Why Table Extraction Is Different from Text Extraction

Text extraction returns a flat stream of characters in reading order. Although a table may appear perfectly organized on the page, the extracted text often loses its row-and-column structure, making it difficult to identify which values belong together.

To preserve the table layout, you need a dedicated table extraction engine. PdfTableExtractor analyzes the page layout, detects table boundaries, and returns PdfTable objects that you can iterate row by row and cell by cell.

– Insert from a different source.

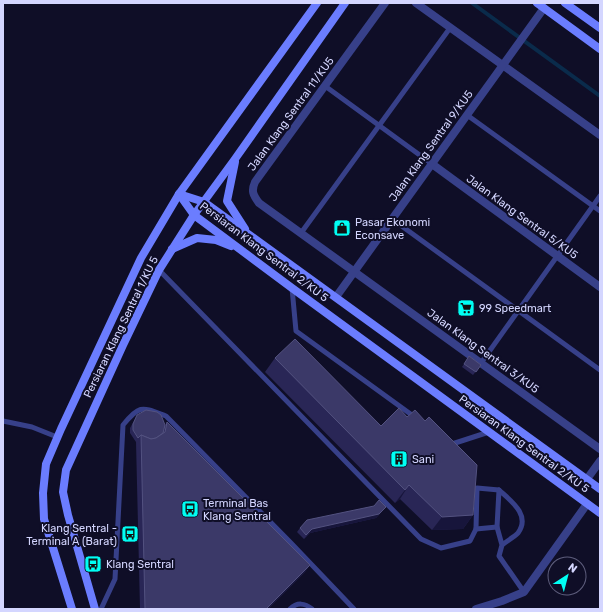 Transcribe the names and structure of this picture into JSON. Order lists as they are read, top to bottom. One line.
{"streets":{"street":["Jalan Klang Sentral 11/KU5","Jalan Klang Sentral 9/KU5","Jalan Klang Sentral 5/KU5","Persiaran Klang Sentral 2/KU 5","Persiaran Klang Sentral 1/KU 5","Jalan Klang Sentral 3/KU5"]},"crossings":[["Jalan Klang Sentral 11/KU5","Jalan Klang Sentral 9/KU5"],["Jalan Klang Sentral 11/KU5","Jalan Klang Sentral 3/KU5"],["Jalan Klang Sentral 9/KU5","Jalan Klang Sentral 5/KU5"],["Jalan Klang Sentral 9/KU5","Persiaran Klang Sentral 2/KU 5"],["Jalan Klang Sentral 9/KU5","Jalan Klang Sentral 3/KU5"],["Persiaran Klang Sentral 2/KU 5","Persiaran Klang Sentral 1/KU 5"]],"places":{"shop":["Pasar Ekonomi Econsave"],"supermarket":["99 Speedmart"],"building":["Sani"],"bus stop":["Terminal Bas Klang Sentral","Klang Sentral - Terminal A (Barat)","Klang Sentral"]},"north":"top right"} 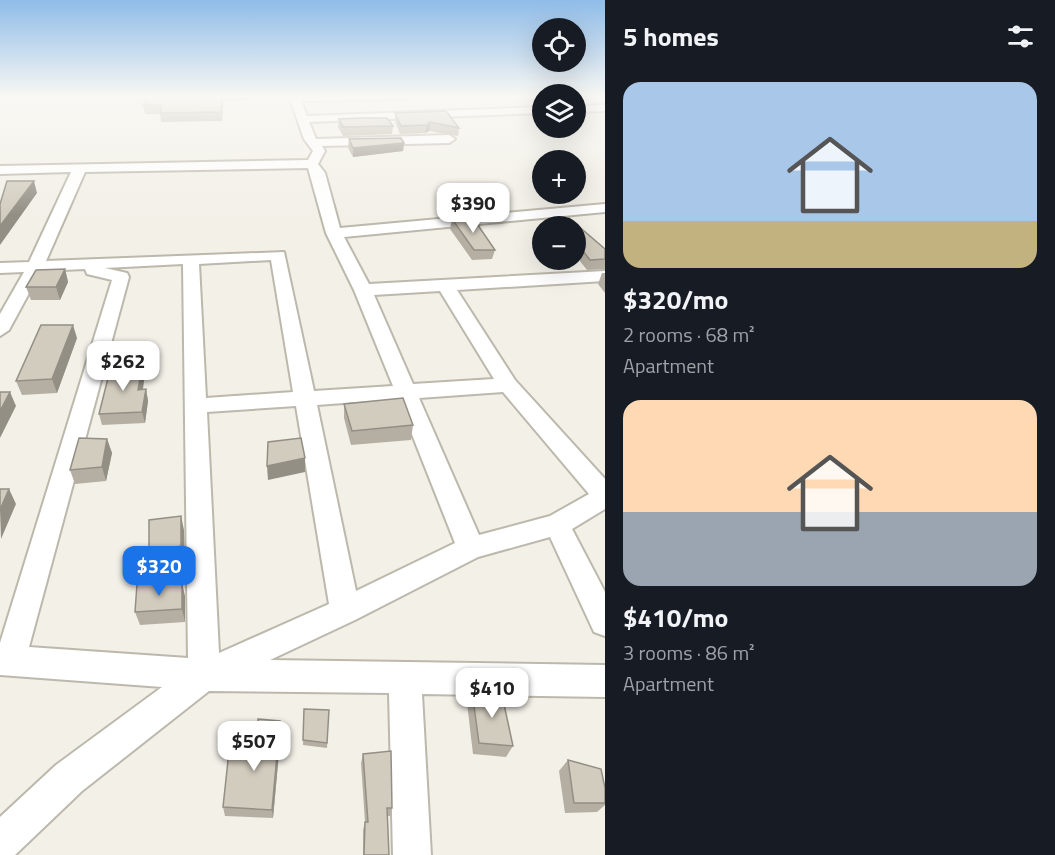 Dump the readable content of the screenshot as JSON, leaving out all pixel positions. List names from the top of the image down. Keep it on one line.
{"page":{"heading":"5 homes","map_buttons":["+","−"],"list":[{"name":"$320/mo","note":"2 rooms · 68 m² · Apartment"},{"name":"$410/mo","note":"3 rooms · 86 m² · Apartment"}],"price":["$390","$262","$320","$410","$507"]}} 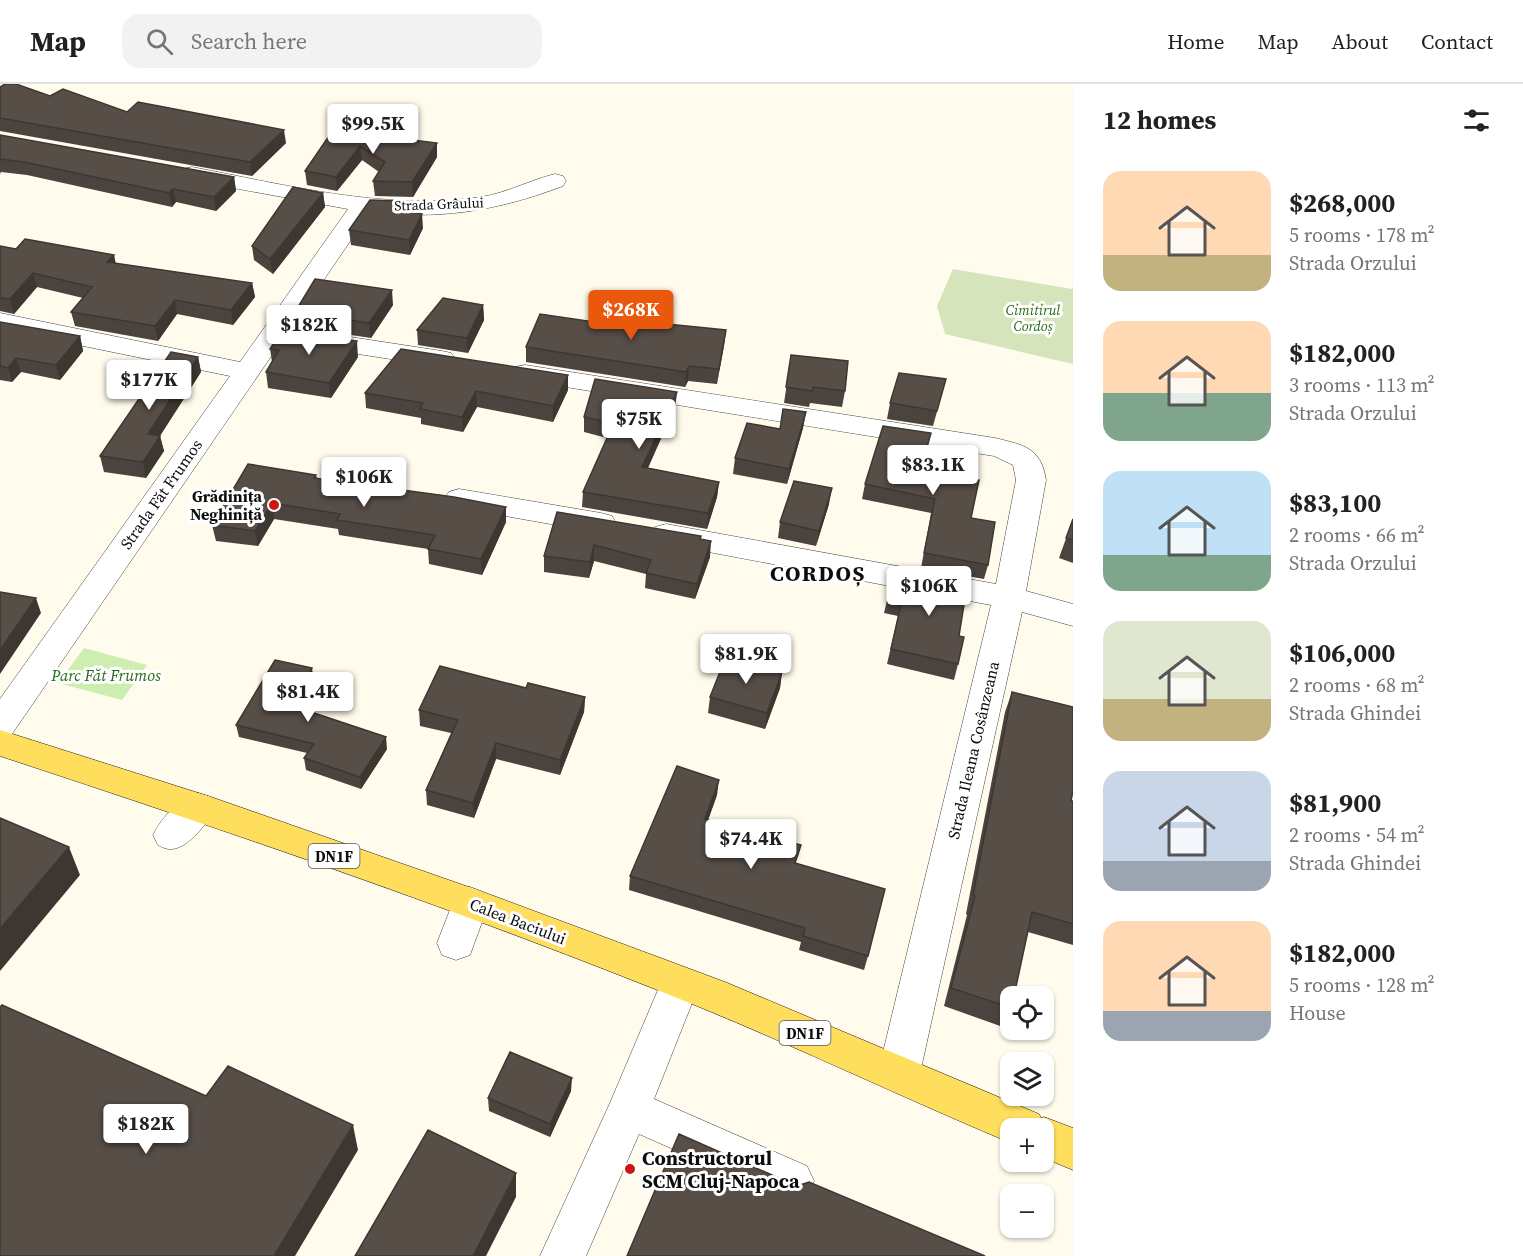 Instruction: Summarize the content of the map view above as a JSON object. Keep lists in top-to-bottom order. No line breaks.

Instead of producing a flat string such as:

Widget A 150 $24.50 $3,675.00

it enables you to generate structured JSON like:

{
  "Product": "Widget A",
  "Quantity": "150",
  "Unit Price": "$24.50",
  "Total": "$3,675.00"
}

The following example demonstrates how to extract tables from a PDF and serialize them into JSON.

Extract Tables from PDF

using Spire.Pdf;
using Spire.Pdf.Utilities;
using System.Collections.Generic;

using (PdfDocument pdf = new PdfDocument())
{
    pdf.LoadFromFile("SalesReport.pdf");

    PdfTableExtractor tableExtractor = new PdfTableExtractor(pdf);
    var allTables = new List<List<List<string>>>();

    for (int pageIndex = 0; pageIndex < pdf.Pages.Count; pageIndex++)
    {
        PdfTable[] tables = tableExtractor.ExtractTable(pageIndex);

        if (tables != null && tables.Length > 0)
        {
            foreach (PdfTable table in tables)
            {
                int rowCount = table.GetRowCount();
                int colCount = table.GetColumnCount();
                var tableData = new List<List<string>>();

                for (int row = 0; row < rowCount; row++)
                {
                    var rowData = new List<string>();
                    for (int col = 0; col < colCount; col++)
                    {
                        rowData.Add(table.GetText(row, col).Trim());
                    }
                    tableData.Add(rowData);
                }

                allTables.Add(tableData);
            }
        }
    }
}

Serialize Table Data to JSON

var jsonTables = new List<object>();

foreach (var tableData in allTables)
{
    if (tableData.Count < 2) continue;

    var headers = tableData[0];
    var rows = new List<Dictionary<string, string>>();

    for (int i = 1; i < tableData.Count; i++)
    {
        var rowObj = new Dictionary<string, string>();
        for (int j = 0; j < headers.Count && j < tableData[i].Count; j++)
        {
            rowObj[headers[j]] = tableData[i][j];
        }
        rows.Add(rowObj);
    }

    jsonTables.Add(new
    {
        tableIndex = allTables.IndexOf(tableData) + 1,
        headers = headers,
        data = rows
    });
}

string tableJson = JsonSerializer.Serialize(new
{
    sourceFile = "SalesReport.pdf",
    tables = jsonTables
}, new JsonSerializerOptions { WriteIndented = true });

File.WriteAllText("SalesReport_Tables.json", tableJson);

Key API Calls

  • PdfTableExtractor(PdfDocument) — initializes the table extraction engine
  • PdfTableExtractor.ExtractTable(pageIndex) — detects and extracts tables from a page
  • PdfTable.GetRowCount() / GetColumnCount() — returns table dimensions
  • PdfTable.GetText(row, col) — reads cell content

Sample JSON Output

The resulting JSON preserves the original table structure by organizing each row into key-value pairs based on the detected column headers.

{
  "sourceFile": "SalesReport.pdf",
  "tables": [
    {
      "tableIndex": 1,
      "headers": ["Product", "Quantity", "Unit Price", "Total"],
      "data": [
        { "Product": "Widget A", "Quantity": "150", "Unit Price": "$24.50", "Total": "$3,675.00" },
        { "Product": "Widget B", "Quantity": "80", "Unit Price": "$39.90", "Total": "$3,192.00" }
      ]
    }
  ]
}

The following screenshot shows the actual JSON file generated after running the example.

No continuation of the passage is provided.